ENTRIES SUPPLIED:
□ □ □ □
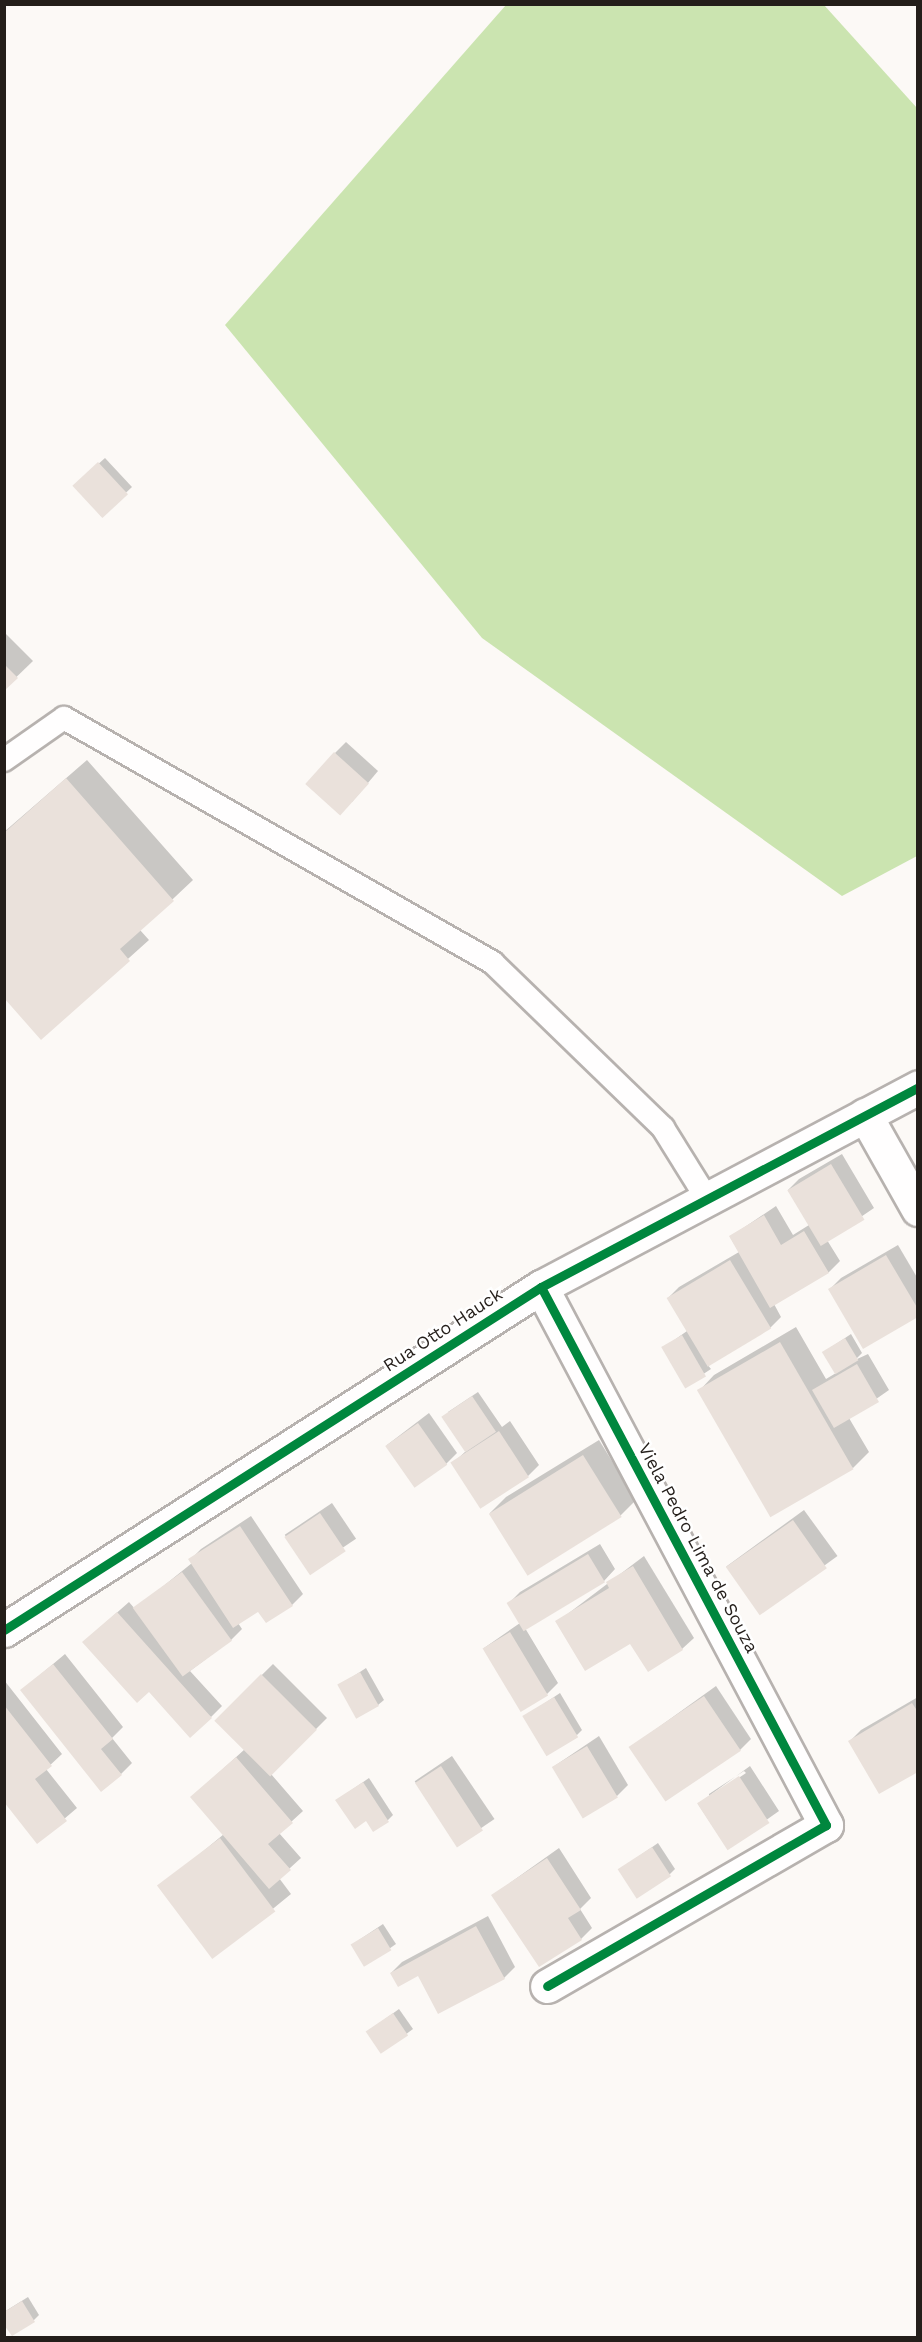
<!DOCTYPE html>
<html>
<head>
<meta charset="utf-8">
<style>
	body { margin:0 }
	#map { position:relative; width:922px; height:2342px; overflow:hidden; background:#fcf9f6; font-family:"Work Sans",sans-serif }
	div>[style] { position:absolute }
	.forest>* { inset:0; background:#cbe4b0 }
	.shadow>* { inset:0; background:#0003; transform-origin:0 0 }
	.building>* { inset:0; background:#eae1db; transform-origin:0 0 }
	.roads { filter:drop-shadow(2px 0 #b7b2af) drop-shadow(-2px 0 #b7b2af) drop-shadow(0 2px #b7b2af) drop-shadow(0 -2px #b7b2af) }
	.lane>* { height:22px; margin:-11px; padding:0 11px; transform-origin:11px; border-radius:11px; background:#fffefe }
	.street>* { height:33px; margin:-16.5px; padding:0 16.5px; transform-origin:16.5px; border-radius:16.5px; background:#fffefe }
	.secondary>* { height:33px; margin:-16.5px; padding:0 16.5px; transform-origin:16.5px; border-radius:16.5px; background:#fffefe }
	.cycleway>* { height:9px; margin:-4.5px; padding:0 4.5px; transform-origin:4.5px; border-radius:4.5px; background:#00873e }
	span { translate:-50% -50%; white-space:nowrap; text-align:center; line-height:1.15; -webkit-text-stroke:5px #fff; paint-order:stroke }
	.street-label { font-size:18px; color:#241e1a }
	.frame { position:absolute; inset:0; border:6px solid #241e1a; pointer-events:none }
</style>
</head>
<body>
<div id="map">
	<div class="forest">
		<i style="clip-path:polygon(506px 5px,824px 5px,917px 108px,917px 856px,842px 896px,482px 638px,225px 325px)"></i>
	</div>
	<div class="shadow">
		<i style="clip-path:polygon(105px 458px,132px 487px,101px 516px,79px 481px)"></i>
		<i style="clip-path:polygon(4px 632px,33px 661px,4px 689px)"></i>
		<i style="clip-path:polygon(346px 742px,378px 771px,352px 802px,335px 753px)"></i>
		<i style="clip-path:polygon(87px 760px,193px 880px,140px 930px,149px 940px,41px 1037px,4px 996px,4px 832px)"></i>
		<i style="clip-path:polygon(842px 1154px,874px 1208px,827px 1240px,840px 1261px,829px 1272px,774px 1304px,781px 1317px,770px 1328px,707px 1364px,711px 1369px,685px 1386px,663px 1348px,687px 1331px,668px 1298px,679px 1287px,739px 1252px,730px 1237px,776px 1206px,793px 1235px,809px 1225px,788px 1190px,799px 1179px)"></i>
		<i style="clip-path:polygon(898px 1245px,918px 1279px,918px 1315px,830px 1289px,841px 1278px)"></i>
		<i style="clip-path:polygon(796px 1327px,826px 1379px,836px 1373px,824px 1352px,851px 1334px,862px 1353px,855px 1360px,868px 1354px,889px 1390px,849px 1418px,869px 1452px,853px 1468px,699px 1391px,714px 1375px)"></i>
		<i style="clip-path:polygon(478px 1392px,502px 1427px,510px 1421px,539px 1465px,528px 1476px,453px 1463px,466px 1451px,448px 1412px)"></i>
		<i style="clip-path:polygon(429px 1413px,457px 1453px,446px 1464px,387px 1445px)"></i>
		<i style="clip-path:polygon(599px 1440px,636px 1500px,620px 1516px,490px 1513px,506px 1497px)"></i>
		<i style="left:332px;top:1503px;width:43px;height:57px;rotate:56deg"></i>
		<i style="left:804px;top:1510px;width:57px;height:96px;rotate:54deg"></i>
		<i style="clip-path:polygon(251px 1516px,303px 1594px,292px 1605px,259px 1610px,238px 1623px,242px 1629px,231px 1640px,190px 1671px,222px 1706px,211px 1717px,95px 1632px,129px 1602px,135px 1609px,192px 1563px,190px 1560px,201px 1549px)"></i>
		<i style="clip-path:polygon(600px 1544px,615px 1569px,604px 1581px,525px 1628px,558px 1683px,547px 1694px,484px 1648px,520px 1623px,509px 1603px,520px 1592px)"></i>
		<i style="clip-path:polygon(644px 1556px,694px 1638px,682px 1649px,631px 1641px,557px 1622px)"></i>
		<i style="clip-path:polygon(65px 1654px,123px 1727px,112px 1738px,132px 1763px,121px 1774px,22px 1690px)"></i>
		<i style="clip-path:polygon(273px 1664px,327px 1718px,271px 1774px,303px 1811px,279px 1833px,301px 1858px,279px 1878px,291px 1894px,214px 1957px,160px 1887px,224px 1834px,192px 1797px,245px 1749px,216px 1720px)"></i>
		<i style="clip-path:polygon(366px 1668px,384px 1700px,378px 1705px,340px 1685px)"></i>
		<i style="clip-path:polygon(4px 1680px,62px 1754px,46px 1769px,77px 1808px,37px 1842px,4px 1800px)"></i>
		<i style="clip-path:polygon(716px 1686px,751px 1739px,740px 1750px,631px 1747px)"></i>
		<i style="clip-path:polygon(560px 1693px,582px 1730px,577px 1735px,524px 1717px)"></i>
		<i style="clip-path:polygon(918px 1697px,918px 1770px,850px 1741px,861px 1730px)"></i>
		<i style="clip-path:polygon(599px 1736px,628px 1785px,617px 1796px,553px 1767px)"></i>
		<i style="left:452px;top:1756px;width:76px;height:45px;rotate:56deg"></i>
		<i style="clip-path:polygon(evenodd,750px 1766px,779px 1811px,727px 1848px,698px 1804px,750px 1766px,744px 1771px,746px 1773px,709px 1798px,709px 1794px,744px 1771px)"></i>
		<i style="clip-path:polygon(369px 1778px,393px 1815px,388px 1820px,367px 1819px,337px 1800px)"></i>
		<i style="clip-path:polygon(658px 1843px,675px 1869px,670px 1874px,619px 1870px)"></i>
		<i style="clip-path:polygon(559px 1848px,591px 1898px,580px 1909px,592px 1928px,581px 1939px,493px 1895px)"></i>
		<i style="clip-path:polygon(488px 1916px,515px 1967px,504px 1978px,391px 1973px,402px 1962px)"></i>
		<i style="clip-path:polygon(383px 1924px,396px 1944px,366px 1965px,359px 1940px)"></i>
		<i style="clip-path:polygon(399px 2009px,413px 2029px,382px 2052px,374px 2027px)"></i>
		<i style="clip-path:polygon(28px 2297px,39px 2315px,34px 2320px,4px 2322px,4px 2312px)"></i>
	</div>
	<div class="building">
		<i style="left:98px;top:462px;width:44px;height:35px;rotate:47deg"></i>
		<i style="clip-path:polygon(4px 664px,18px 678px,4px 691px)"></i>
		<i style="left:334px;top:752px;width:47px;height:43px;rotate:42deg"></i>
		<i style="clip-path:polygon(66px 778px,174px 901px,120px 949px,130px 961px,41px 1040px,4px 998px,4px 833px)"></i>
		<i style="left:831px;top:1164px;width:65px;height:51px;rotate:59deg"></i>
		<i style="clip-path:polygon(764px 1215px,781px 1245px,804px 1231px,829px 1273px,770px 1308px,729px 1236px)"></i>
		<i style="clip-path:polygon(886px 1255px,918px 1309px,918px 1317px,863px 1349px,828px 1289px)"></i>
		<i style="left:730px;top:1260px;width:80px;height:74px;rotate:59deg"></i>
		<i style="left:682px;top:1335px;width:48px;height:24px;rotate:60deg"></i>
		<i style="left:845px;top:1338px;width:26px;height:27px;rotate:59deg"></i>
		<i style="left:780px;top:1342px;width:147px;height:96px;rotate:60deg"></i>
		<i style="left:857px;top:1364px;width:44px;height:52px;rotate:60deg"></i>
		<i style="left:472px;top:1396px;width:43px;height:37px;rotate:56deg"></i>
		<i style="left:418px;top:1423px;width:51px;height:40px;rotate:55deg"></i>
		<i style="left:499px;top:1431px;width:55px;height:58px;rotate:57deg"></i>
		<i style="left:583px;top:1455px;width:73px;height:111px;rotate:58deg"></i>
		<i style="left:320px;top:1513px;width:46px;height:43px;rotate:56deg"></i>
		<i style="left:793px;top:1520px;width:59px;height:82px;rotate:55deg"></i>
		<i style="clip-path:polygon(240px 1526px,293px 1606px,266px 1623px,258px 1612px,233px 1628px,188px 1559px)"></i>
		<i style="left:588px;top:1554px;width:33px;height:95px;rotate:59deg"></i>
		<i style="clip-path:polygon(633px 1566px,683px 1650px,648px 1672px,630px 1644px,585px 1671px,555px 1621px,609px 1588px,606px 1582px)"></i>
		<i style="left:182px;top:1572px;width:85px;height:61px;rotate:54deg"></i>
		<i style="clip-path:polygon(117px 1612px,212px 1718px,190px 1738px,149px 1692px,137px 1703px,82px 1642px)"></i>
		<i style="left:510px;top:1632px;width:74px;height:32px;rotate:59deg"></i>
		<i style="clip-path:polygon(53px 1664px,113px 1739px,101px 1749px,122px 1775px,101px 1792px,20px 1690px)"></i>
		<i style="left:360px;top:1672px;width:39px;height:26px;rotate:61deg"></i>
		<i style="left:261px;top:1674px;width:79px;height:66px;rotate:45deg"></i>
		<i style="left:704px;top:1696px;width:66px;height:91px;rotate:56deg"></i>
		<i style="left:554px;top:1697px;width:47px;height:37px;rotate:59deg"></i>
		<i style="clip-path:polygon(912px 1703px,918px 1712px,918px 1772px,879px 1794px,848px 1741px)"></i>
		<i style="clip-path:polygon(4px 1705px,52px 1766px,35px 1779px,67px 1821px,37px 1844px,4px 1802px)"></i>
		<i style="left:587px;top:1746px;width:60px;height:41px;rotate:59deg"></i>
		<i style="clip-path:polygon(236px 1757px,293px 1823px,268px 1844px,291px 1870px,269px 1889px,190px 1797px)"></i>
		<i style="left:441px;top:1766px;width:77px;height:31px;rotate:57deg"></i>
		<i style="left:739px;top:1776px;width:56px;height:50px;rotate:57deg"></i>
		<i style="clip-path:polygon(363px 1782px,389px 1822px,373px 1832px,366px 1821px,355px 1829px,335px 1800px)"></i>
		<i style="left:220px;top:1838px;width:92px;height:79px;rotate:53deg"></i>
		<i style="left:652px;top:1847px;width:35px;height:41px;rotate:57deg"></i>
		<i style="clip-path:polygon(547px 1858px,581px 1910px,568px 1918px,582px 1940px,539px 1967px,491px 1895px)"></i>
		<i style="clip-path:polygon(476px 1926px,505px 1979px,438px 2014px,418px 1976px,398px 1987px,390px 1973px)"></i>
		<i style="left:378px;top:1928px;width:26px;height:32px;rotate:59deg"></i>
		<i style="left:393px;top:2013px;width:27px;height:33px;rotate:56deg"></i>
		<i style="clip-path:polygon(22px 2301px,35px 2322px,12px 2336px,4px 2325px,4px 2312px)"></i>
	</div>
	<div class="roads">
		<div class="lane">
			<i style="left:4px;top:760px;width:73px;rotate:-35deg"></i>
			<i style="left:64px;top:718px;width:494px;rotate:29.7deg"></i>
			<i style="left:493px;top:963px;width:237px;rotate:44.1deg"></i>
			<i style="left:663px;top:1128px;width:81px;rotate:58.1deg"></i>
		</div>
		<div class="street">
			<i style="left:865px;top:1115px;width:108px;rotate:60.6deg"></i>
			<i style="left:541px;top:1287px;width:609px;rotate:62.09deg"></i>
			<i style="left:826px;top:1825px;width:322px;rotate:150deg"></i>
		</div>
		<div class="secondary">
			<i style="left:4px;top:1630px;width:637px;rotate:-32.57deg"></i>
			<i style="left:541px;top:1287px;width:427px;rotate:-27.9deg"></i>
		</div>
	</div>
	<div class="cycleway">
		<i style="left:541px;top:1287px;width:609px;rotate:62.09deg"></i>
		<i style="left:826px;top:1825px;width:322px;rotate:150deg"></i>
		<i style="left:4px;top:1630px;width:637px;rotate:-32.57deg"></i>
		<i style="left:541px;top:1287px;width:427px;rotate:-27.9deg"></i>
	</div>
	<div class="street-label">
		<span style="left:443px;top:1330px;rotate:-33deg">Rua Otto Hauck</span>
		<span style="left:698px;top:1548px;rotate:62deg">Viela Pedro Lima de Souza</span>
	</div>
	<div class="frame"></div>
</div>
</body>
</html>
□ □ □ □
Reproduce the material above exactly, first line through the line that contains "height:22px; margin:-11px; padding:0", minus the pictures.

SOLUTION BELOW:
<!DOCTYPE html>
<html>
<head>
<meta charset="utf-8">
<style>
	body { margin:0 }
	#map { position:relative; width:922px; height:2342px; overflow:hidden; background:#fcf9f6; font-family:"Work Sans",sans-serif }
	div>[style] { position:absolute }
	.forest>* { inset:0; background:#cbe4b0 }
	.shadow>* { inset:0; background:#0003; transform-origin:0 0 }
	.building>* { inset:0; background:#eae1db; transform-origin:0 0 }
	.roads { filter:drop-shadow(2px 0 #b7b2af) drop-shadow(-2px 0 #b7b2af) drop-shadow(0 2px #b7b2af) drop-shadow(0 -2px #b7b2af) }
	.lane>* { height:22px; margin:-11px; padding:0 11px; transform-origin:11px; border-radius:11px; background:#fffefe }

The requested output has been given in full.